31. Chill out

Soudain tendue, j'obtempère avec raideur. Pourvu que Chuck ne sache rien de mon trajet nocturne avec Ayden ! Dans le cas contraire, je peux oublier ma trépidante nouvelle vie. Qu'est-ce qui va encore me tomber dessus ?

Paniquée, je jette un regard à Erin, très concentrée sur son travail : le téléphone coincé entre l'épaule et l'oreille, elle pianote en même temps sur son clavier.  En m'apercevant, elle me fait un signe encourageant de la main.

Chuck pose ses mains à plat sur le bureau en verre qui nous sépare. Un sourire fugace relèves les coins de ses lèvres quand il me demande :

- Comment s'est passé le concert ?

J'aurais dû m'en douter... il faut vraiment que j'arrête de me faire des films ! Soulagée, je souris à mon tour. 

- Oh, c'était vraiment très bien. Ayden a une présence incroyable. Les gens étaient surexcités. 

Chuck lève un sourcil.

- Et vous ?

Sa manière abrupte de m'interroger me fait rentrer dans mes petits souliers. 

- Oui. Oui, on peut dire ça. Il a tellement de talent ! 

- C'est le moins qu'on puisse dire. 

Il détourne le regard quelques secondes, puis reporte à nouveau son attention sur moi. 

- Mélanie, il faut que je vous pose une question.

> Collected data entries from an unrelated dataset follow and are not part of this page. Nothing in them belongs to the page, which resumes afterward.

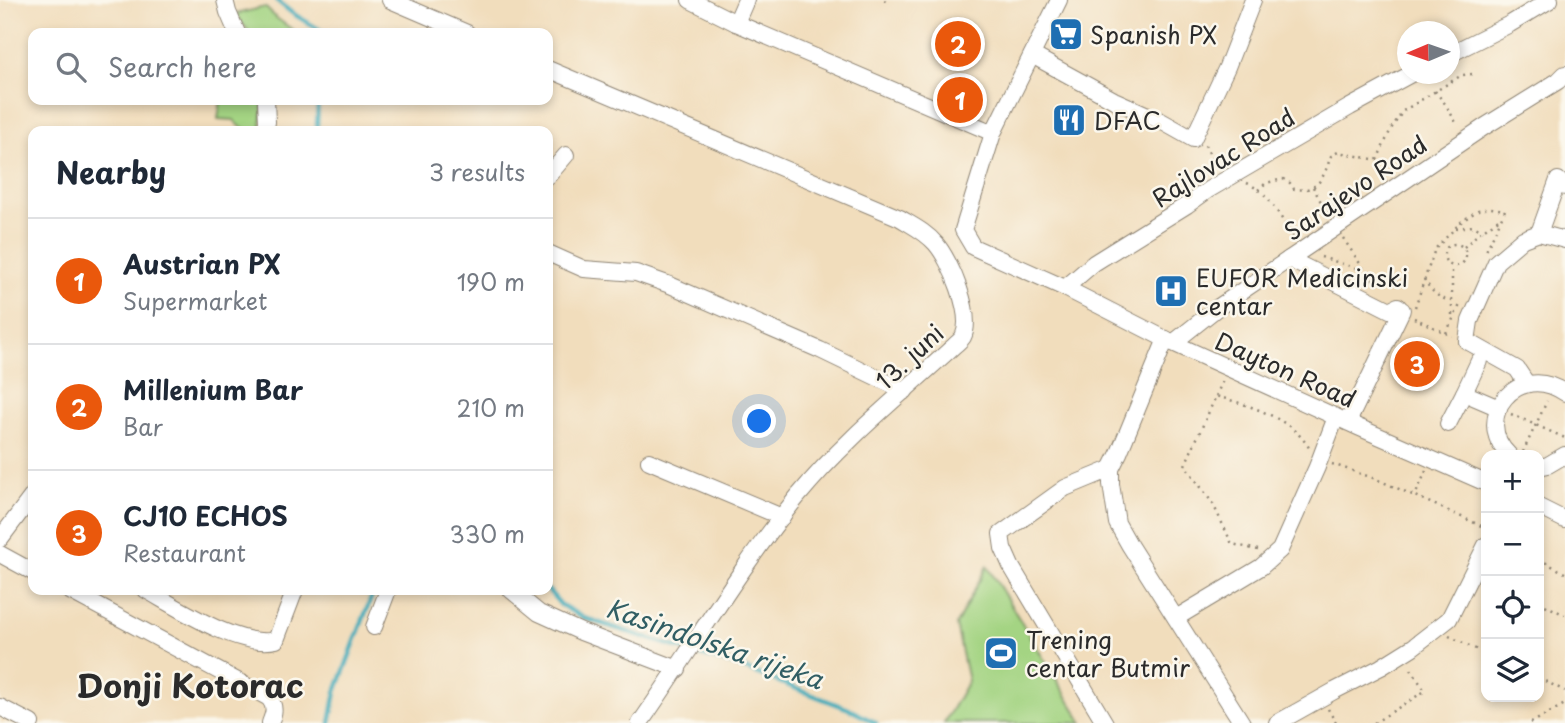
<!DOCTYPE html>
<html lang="en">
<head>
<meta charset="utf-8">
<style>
	:root { --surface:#fff; --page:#f6f6f7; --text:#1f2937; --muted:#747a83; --line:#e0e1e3; --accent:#ea580c }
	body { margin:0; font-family:"Playpen Sans",sans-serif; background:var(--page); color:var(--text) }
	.controls { position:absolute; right:21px; bottom:21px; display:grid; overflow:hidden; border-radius:14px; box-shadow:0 4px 10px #0003 }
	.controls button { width:63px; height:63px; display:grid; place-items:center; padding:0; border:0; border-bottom:2px solid var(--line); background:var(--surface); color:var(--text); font:35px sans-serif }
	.compass { position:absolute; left:1397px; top:21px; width:63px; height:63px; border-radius:50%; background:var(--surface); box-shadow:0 4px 10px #0003; rotate:268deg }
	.you { position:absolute; left:760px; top:422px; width:24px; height:24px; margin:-18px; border:5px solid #fff; border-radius:50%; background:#1a73e8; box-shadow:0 0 0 10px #1a73e833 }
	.badge { display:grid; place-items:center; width:46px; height:46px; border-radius:50%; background:var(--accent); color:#fff; font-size:23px; font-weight:700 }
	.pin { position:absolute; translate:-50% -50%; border:4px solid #fff; box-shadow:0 2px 7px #0006 }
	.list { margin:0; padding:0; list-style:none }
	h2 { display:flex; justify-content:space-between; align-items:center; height:91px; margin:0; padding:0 28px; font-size:30px }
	h2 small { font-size:23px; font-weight:400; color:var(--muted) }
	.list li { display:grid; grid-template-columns:46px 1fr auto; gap:21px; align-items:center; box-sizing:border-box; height:126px; padding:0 28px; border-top:2px solid var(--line) }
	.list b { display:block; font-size:26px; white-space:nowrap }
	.list p { margin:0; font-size:23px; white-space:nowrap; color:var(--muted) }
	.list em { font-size:23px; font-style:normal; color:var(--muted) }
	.icon { flex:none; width:38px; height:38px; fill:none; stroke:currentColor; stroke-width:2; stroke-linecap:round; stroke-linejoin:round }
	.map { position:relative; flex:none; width:1565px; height:723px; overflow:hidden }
	.search { position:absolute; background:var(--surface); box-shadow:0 4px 10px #0003; left:28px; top:28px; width:525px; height:77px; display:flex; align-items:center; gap:18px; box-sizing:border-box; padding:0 24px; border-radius:14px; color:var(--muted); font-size:26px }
	.panel { position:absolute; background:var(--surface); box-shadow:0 4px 10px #0003; left:28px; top:126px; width:525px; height:469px; border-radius:14px }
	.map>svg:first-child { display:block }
	.green { fill:#a4d483; stroke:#688057; stroke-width:2 }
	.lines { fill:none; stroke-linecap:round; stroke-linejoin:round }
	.stream { stroke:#3baab9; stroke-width:4.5 }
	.minor-casing { stroke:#8e8474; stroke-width:18 }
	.path { stroke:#8e8474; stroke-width:2.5; stroke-dasharray:2 5; stroke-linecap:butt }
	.minor { stroke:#fff; stroke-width:16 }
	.labels { text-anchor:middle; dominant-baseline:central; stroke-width:5; stroke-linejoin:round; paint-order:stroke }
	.poi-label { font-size:24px; fill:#2b2b2b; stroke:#fbf7ec; text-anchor:start }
	.street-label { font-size:24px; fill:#2b2b2b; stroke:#fbf7ec }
	.water-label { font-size:26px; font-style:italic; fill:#315e64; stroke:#fbf7ec }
	.district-label { font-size:32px; font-weight:bold; fill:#2b2b2b; stroke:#fbf7ec }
</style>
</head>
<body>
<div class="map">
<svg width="1565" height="723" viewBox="0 0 1565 723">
	<rect width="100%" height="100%" fill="#fbf7ec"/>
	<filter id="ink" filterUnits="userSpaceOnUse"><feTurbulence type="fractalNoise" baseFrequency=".0143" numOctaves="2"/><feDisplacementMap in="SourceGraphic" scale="14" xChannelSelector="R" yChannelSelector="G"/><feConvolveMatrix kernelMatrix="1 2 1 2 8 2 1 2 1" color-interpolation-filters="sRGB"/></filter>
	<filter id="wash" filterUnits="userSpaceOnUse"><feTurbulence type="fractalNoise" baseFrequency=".00686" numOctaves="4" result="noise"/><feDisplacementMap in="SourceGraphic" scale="28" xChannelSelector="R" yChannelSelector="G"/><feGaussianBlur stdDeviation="1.57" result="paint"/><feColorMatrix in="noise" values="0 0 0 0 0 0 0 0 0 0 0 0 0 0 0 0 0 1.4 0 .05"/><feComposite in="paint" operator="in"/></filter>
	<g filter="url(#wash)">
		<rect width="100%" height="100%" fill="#f1ddbc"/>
		<g class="green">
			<polygon points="265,7 275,17 297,33 250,33 235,14"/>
			<path d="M 221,100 L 263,100 L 261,131 C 248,131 242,130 234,120 L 218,119 Z"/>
			<polygon points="987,566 1083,723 944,723 968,681 956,625"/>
		</g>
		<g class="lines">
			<g class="stream">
				<polyline points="276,0 292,13 325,33"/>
				<polyline points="318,131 317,125 318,100"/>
				<polyline points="548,590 561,605 584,618 685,650"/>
				<polyline points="694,653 735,665 849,709 876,723"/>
				<polyline points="330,723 336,692 374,590"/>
			</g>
		</g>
	</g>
	<g filter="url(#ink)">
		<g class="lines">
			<g class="minor-casing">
				<g id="minor">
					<polyline points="225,0 228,12 237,33"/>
					<polyline points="390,0 467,33"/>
					<polyline points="690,0 736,23 993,133"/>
					<polyline points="1059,0 993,133 963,230 973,247 1065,288 1173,343 1358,427 1486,483"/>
					<polyline points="736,23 746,0"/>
					<polyline points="1450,54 1510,24 1550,0"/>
					<polyline points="1032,55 1114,100 1161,121 1193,139 1227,67 1253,0"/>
					<path d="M 548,69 L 900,218 C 913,226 926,232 936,244 C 950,260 974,315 963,337 C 961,340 958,342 955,345 C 902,394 844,440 798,496 C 740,567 693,647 640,723"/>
					<polyline points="265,131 267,122 266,100"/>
					<polyline points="548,176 566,155"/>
					<polyline points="1539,233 1558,180 1565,187"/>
					<polyline points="548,253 584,269 636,273 670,285 820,350 905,391"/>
					<polyline points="1289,259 1390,310 1398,306"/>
					<polyline points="1065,288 1094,263 1187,205 1208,190 1350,107 1411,74"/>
					<polyline points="1166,339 1119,453 1111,469 1111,484 1117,523 1130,546 1242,723"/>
					<polyline points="1173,343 1217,308 1301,251 1484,127 1558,81 1565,74"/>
					<polyline points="1479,361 1464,393 1499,408"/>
					<polyline points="1527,384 1517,369 1467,341 1470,321 1496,262 1523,239 1539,233 1565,240"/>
					<polyline points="1348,422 1402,310"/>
					<polyline points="1448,424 1464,393"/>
					<path d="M 1509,455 C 1471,418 1518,360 1565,393"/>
					<polyline points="649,461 782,517"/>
					<polyline points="1539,467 1548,465 1565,455"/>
					<polyline points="1539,507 1565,520"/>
					<polyline points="0,539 33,495"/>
					<polyline points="0,554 33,572"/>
					<path d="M 68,590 L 269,698 C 276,707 274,713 270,723"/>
					<path d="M 146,590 C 178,608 240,649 276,640 L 295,590"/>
					<polyline points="511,590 539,613 581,632 678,669"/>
					<polyline points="1176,618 1261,567 1280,550 1317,467 1336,417"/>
					<polyline points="374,627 388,590"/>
					<polyline points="0,707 31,723"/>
					<polyline points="1105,723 1011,566 1003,548 1001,534 1065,488 1111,469"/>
					<polyline points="1277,723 1334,691 1381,667 1413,647 1449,619 1486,545"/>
				</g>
			</g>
			<g class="path">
				<polyline points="884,0 886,1"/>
				<polyline points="1435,91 1446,105 1458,126"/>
				<polyline points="1205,145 1216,167"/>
				<path d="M 1247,183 C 1270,194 1281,218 1294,239"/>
				<polyline points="1313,187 1328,215"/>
				<path d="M 1258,190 L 1266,183 L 1283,179 L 1290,183 L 1294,189 C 1320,193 1324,175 1331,156 L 1338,152 L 1377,160 L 1391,129 L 1403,111 L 1462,75 L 1472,74"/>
				<polyline points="1456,228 1473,226 1483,231"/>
				<polyline points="1343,238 1365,271"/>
				<circle cx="1455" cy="255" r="11"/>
				<polyline points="1464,247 1479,233 1500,218"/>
				<polyline points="1321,257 1365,271 1378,286"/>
				<path d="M 1424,279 C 1431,291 1438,299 1452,301 L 1452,320"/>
				<polyline points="1452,301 1452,267"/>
				<polyline points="1415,307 1435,249 1461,222 1478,210 1491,208 1505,210 1486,251"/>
				<polyline points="1414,318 1452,336"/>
				<polyline points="1446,333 1460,305"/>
				<polyline points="1216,396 1223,380"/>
				<polyline points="1511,414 1565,438"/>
				<polyline points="1523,452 1547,401"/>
				<polyline points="1332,464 1376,479 1415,496"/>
				<polyline points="1426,471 1415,496 1486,528"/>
				<path d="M 1258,550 L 1232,544 L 1213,504 L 1185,465 L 1216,396 C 1244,404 1273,412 1296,432 C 1301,436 1306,443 1310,449"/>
				<polyline points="1539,559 1565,573"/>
				<polyline points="1539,602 1565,615"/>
				<polyline points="1449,636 1486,654"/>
				<polyline points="1539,678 1565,691"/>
				<polyline points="1328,709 1336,723"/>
				<polyline points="1374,723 1425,691 1409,666"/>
				<polyline points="1531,723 1565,704"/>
			</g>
			<use href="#minor" class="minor"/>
		</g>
	</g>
	<defs>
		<g id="supermarket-square" transform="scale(1.75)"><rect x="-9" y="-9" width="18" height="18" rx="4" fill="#1f6fb2" stroke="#fbf7ec"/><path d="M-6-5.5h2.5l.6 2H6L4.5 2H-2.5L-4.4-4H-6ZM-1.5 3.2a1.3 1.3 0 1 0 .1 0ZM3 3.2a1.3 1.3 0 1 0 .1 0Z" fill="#fff"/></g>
		<g id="restaurant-square" transform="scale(1.75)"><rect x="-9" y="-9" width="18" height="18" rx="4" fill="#1f6fb2" stroke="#fbf7ec"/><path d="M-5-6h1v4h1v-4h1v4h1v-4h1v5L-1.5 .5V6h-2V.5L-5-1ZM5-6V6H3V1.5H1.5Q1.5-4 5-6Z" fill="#fff"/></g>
		<g id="hospital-square" transform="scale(1.75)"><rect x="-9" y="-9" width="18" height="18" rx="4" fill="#1f6fb2" stroke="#fbf7ec"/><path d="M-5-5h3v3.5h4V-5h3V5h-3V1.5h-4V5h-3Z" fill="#fff"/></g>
		<g id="stadium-square" transform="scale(1.75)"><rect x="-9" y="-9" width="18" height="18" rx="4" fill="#1f6fb2" stroke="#fbf7ec"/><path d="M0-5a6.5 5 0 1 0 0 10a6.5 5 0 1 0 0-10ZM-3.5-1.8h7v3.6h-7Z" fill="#fff"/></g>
	</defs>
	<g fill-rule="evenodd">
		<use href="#supermarket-square" x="1066" y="34"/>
		<use href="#restaurant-square" x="1069" y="120"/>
		<use href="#hospital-square" x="1171" y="291"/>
		<use href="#stadium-square" x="1001" y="653"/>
	</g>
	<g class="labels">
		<g class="poi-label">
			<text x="1090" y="34">Spanish PX</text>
			<text x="1094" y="120">DFAC</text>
			<text x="1196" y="277">EUFOR Medicinski<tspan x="1196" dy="28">centar</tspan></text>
			<text x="1026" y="639">Trening<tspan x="1026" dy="28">centar Butmir</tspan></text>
		</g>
		<g class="street-label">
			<text transform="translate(1223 157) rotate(-32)">Rajlovac Road</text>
			<text transform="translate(1355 187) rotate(-34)">Sarajevo Road</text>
			<text transform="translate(909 356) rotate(-43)">13. juni</text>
			<text transform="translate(1286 369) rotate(24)">Dayton Road</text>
		</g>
		<g class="water-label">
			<text transform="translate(715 643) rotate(19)">Kasindolska rijeka</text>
		</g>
		<g class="district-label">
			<text x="190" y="685">Donji Kotorac</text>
		</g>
	</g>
</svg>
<div class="controls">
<button>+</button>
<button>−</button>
<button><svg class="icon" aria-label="locate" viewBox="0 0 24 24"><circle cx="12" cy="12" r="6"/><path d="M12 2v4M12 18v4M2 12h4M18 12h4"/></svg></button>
<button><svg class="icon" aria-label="layers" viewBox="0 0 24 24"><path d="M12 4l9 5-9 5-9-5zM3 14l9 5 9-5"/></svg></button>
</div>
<svg class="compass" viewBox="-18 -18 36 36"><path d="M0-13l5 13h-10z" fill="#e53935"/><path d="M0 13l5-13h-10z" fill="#747a83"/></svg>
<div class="you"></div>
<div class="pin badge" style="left:960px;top:100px">1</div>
<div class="pin badge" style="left:958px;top:44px">2</div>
<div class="pin badge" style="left:1417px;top:364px">3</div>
<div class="search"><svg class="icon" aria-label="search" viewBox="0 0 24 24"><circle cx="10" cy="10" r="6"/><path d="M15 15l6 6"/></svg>Search here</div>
<section class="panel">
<h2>Nearby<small>3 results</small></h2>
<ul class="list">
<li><span class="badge">1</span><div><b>Austrian PX</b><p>Supermarket</p></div><em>190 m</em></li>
<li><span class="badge">2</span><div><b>Millenium Bar</b><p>Bar</p></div><em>210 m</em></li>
<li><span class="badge">3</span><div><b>CJ10 ECHOS</b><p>Restaurant</p></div><em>330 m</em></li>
</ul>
</section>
</div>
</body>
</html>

Avez-vous la moindre idée de la raison pour laquelle Ayden vous a réclamée samedi ?

Aïe. Qu'est-ce que je suis censée dire ?

- Heu... Je pense qu'il apprécie ma vision de la musique. 

- Qu'est-ce qui vous fait dire ça ?

Je n'ai pas vraiment envie de raconter ça à Chuck, mais l'expression de son visage indique clairement qu'il attend des explications. 

- J'en ai parlé avec lui. Il a aimé mes réactions quand je l'ai entendu enregistrer au studio. 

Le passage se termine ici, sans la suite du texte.